(Records drawn from a dataset)

::::

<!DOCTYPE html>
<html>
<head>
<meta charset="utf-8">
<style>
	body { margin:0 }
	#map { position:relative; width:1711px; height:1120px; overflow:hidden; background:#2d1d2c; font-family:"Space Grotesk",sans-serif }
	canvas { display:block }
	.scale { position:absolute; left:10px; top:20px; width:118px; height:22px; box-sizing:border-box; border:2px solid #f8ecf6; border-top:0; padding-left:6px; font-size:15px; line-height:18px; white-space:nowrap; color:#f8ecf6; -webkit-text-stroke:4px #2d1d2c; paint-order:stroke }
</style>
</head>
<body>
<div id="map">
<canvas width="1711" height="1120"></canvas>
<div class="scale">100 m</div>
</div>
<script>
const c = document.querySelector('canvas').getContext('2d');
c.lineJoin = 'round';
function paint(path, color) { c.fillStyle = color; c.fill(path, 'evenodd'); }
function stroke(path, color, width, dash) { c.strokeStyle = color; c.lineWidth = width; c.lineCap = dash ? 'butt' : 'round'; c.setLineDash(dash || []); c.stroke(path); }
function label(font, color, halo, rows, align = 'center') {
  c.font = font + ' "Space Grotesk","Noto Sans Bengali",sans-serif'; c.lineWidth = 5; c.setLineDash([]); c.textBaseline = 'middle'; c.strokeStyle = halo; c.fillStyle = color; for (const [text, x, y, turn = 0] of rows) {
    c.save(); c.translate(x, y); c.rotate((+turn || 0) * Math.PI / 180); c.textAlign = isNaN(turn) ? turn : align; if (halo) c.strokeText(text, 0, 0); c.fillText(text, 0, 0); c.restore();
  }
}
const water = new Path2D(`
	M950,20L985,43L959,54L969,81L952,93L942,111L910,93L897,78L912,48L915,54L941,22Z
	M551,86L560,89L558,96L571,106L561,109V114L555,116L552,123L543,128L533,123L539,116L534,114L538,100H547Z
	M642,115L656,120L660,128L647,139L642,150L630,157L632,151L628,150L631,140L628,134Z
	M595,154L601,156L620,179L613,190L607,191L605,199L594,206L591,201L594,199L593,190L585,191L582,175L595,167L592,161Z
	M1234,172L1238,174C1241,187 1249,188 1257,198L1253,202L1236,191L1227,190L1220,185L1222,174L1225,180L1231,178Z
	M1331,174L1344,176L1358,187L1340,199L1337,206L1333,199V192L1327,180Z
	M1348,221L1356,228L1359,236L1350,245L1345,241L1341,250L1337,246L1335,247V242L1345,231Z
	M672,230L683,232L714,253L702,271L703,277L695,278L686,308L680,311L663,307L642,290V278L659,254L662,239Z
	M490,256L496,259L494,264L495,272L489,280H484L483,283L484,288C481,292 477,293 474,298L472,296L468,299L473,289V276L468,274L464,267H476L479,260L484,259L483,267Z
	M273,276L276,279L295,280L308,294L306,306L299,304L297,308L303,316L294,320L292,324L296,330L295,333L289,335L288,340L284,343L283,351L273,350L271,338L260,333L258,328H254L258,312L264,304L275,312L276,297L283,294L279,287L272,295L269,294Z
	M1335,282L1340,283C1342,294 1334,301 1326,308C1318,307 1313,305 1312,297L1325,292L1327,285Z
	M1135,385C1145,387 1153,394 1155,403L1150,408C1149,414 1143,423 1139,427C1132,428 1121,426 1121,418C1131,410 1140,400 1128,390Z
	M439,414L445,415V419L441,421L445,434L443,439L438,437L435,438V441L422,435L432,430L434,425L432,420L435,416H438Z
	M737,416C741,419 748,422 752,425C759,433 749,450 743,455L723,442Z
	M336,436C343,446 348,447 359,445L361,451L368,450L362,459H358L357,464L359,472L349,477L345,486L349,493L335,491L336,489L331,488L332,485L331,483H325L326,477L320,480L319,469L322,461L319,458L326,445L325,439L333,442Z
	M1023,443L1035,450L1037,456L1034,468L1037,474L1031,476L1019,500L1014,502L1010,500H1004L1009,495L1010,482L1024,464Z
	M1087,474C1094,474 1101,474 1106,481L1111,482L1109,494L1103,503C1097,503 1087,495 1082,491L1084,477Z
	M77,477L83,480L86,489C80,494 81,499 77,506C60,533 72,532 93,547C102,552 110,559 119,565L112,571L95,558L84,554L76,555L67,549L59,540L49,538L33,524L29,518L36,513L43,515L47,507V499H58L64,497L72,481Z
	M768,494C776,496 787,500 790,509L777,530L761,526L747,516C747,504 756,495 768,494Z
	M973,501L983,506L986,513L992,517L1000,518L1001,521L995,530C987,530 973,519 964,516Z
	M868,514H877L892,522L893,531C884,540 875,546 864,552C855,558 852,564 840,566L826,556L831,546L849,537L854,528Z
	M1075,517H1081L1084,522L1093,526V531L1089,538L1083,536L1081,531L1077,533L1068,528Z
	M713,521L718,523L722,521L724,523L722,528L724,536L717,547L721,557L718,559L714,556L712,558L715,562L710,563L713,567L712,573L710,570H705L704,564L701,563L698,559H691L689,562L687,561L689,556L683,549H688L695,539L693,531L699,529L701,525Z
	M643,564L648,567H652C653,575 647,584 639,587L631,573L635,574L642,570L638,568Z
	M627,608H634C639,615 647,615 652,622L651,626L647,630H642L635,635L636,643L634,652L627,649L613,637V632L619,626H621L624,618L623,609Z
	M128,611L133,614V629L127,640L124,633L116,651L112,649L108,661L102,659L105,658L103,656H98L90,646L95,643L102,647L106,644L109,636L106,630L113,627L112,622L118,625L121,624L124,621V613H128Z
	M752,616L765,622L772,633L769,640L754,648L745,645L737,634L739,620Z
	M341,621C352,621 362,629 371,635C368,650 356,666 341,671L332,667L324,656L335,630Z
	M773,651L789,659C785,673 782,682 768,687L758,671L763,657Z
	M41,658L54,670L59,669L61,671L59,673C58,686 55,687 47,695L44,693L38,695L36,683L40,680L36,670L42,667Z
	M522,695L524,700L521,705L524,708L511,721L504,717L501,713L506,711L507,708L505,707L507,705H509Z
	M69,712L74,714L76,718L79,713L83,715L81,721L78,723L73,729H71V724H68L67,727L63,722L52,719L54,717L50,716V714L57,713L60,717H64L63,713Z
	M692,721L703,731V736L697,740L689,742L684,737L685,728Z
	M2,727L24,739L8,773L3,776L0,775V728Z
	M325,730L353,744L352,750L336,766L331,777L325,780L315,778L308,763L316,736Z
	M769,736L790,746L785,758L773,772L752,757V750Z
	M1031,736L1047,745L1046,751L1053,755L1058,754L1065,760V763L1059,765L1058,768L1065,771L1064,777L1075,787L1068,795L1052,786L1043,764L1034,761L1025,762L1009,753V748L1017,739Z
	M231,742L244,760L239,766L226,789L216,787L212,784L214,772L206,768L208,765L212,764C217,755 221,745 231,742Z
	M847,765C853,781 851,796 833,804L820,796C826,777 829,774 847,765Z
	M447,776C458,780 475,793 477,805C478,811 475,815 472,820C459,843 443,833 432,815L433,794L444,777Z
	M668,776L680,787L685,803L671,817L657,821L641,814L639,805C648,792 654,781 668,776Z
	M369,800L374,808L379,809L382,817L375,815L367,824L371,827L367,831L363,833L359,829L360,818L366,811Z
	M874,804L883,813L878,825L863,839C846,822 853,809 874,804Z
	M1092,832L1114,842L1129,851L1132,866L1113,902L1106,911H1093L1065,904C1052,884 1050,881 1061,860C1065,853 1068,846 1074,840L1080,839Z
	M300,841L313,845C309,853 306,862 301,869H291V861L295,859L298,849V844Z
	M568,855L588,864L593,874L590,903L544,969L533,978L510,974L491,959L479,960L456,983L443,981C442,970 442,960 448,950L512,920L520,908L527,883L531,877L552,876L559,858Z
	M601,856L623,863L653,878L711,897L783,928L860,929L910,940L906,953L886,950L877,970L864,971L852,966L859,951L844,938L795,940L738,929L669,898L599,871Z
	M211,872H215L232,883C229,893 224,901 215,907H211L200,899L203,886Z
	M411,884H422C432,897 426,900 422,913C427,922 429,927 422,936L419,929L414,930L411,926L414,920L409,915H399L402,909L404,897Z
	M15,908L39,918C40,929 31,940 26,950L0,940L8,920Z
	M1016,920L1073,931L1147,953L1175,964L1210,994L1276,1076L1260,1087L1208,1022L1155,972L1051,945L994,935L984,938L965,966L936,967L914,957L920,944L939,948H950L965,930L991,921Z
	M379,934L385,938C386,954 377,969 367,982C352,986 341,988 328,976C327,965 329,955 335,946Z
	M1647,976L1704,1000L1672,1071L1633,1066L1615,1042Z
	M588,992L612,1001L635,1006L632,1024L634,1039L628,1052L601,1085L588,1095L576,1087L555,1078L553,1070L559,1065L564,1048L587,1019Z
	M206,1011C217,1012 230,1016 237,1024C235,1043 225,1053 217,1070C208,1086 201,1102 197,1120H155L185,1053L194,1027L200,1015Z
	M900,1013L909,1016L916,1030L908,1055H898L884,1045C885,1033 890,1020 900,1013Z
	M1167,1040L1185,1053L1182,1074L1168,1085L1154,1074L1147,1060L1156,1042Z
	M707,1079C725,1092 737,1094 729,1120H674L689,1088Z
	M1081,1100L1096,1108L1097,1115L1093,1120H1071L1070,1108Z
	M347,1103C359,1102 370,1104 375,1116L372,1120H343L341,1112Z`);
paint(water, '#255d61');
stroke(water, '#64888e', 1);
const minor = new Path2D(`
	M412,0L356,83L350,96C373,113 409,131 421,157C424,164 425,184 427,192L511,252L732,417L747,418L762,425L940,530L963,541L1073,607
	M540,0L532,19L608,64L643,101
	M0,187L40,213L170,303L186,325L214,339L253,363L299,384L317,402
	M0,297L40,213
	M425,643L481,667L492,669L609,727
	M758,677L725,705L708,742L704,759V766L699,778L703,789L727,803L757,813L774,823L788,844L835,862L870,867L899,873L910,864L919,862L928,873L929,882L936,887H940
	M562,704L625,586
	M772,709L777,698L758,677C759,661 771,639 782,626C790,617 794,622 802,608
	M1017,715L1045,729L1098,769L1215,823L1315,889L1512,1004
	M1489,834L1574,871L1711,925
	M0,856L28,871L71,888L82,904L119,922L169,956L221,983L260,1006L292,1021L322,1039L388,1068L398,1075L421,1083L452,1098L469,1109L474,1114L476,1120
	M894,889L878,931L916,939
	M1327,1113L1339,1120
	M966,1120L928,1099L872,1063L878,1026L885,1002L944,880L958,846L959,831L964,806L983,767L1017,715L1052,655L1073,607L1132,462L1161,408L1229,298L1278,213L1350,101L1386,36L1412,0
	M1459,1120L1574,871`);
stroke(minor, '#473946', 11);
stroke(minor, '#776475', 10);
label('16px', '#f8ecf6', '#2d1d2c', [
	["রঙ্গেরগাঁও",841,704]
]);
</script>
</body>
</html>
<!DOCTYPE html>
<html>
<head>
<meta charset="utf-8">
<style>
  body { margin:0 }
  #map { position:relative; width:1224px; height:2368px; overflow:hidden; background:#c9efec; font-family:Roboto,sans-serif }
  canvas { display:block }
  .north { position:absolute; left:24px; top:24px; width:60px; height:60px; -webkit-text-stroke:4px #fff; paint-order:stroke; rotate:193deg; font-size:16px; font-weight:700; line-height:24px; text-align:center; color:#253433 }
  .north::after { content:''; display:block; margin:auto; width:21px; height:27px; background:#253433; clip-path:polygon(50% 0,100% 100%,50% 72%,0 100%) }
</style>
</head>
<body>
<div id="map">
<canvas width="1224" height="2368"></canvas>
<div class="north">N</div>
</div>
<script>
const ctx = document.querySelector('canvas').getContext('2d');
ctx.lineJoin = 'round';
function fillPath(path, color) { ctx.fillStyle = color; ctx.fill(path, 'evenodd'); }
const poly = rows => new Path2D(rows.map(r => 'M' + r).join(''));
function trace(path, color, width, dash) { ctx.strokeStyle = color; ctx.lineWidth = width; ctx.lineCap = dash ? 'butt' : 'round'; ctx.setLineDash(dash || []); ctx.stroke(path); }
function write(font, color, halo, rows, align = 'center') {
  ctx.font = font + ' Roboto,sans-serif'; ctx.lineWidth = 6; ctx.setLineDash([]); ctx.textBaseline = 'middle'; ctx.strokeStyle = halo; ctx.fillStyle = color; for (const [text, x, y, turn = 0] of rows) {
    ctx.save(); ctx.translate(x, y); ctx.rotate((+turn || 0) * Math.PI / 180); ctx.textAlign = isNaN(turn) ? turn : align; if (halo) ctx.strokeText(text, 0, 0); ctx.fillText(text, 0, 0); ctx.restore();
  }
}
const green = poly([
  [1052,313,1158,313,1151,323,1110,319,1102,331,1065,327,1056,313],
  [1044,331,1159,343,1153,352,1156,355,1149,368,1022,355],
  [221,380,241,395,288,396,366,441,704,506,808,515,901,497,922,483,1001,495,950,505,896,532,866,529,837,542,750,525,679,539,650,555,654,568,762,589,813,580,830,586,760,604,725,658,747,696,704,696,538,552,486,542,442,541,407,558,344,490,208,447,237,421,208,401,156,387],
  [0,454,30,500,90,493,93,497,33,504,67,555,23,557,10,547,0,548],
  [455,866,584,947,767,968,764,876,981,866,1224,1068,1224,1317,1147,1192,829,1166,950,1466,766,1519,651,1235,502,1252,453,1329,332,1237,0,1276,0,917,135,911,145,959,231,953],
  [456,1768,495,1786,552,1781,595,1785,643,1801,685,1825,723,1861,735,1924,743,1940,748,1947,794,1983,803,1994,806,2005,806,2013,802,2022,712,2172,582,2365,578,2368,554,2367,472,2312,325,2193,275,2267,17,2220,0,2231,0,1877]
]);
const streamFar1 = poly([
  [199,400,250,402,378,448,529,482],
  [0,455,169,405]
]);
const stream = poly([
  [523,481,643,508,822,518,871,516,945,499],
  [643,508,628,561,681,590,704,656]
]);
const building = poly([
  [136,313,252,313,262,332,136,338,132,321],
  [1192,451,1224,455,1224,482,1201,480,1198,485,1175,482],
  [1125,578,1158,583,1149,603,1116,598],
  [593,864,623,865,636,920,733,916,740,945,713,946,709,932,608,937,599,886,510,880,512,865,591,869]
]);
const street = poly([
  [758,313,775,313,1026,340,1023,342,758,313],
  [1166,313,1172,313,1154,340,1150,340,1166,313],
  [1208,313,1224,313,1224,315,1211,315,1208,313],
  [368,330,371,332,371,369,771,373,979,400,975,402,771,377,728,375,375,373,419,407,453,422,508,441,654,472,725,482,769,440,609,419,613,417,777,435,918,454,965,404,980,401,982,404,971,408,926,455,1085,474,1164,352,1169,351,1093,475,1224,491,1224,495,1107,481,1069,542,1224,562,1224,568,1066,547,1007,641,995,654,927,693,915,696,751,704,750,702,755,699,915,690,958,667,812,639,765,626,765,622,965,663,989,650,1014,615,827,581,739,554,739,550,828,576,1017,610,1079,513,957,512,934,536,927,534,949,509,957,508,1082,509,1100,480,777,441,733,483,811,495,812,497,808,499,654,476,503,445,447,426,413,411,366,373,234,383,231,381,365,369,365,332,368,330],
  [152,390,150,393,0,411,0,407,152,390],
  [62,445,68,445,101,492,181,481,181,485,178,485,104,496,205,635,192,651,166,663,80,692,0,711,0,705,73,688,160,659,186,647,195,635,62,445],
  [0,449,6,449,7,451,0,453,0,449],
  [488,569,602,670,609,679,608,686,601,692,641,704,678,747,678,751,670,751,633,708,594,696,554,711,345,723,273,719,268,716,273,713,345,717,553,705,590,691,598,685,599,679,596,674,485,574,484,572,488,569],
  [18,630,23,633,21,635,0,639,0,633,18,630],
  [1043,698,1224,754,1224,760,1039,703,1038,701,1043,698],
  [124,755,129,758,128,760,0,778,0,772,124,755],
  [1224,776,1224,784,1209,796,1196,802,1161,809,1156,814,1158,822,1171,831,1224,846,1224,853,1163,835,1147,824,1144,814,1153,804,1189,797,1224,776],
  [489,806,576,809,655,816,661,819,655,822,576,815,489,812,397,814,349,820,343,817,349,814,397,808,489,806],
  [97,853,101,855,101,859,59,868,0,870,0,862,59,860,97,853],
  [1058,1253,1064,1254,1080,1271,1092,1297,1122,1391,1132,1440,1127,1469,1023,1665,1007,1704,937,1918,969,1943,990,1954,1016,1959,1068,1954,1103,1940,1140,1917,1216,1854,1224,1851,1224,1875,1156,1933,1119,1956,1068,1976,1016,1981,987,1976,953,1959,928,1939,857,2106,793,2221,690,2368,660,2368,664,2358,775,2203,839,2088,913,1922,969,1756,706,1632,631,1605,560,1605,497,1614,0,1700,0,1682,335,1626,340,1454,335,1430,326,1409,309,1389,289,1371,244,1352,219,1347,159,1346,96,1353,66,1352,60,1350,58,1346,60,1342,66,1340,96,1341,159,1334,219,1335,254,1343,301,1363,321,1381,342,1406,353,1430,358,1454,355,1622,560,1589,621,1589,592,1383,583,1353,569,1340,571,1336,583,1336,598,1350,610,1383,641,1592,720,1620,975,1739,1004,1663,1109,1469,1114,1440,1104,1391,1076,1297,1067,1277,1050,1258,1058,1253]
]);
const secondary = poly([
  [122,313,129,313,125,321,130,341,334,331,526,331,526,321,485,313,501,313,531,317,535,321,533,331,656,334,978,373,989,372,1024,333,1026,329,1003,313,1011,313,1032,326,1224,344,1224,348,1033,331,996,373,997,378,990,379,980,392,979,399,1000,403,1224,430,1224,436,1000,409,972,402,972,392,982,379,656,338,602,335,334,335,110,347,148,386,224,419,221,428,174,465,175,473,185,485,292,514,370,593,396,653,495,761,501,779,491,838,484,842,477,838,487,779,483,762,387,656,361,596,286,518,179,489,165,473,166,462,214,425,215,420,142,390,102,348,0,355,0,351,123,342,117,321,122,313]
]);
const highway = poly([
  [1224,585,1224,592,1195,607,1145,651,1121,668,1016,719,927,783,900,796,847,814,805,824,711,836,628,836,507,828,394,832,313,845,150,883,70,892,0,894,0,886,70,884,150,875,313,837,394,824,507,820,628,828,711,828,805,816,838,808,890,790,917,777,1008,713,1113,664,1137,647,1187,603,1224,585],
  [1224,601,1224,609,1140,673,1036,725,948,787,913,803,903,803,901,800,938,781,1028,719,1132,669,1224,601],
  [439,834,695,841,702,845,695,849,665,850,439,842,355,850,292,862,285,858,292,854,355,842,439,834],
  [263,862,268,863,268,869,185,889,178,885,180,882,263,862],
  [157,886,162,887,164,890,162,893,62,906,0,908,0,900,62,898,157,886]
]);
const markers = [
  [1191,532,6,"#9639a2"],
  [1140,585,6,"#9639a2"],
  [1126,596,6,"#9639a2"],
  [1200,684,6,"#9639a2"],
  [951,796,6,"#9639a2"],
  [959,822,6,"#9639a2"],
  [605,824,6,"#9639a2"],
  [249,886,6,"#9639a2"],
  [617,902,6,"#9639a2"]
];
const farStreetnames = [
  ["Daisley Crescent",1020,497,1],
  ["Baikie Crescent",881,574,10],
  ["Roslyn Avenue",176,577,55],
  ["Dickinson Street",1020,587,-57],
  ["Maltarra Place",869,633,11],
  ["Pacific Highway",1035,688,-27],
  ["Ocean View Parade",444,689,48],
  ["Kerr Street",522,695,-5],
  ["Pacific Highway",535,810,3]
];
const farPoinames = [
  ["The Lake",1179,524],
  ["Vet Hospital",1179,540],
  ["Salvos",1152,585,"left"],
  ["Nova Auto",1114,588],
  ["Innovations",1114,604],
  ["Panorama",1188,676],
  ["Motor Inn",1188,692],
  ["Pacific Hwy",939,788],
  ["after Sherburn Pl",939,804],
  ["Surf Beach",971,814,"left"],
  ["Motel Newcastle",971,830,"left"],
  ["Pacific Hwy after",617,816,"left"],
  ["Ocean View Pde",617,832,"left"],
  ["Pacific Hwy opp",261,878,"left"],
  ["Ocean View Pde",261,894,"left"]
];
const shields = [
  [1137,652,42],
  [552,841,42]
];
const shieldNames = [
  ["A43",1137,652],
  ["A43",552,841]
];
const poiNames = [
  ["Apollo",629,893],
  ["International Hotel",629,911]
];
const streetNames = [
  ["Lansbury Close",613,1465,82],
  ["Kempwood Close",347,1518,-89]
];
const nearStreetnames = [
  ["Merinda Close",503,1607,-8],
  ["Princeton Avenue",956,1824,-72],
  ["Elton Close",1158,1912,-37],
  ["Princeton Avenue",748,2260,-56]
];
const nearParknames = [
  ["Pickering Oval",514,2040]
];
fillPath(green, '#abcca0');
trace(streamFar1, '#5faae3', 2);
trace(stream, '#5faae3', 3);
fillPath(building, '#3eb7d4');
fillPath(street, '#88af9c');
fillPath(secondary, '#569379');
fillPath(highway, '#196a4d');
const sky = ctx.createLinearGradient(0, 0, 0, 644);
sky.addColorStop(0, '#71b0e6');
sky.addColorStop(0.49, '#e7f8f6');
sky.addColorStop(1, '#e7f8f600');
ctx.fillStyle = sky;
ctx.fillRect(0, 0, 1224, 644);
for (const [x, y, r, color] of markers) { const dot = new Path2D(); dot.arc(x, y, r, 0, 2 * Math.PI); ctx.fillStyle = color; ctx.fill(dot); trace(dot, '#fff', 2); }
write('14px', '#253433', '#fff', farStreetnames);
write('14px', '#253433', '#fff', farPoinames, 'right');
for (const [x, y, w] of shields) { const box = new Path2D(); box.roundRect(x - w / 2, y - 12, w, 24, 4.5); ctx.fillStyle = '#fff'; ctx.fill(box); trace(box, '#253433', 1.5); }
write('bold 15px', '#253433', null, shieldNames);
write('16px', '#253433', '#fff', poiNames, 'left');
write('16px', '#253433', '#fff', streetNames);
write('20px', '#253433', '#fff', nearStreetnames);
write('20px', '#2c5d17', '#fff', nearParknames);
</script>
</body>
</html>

::::

> **WHAT NEEDS TO BE DONE**
Copy every line of the data above in which the string "addColorStop" appears.

> **OUTPUT OF THE TASK**
sky.addColorStop(0, '#71b0e6');
sky.addColorStop(0.49, '#e7f8f6');
sky.addColorStop(1, '#e7f8f600');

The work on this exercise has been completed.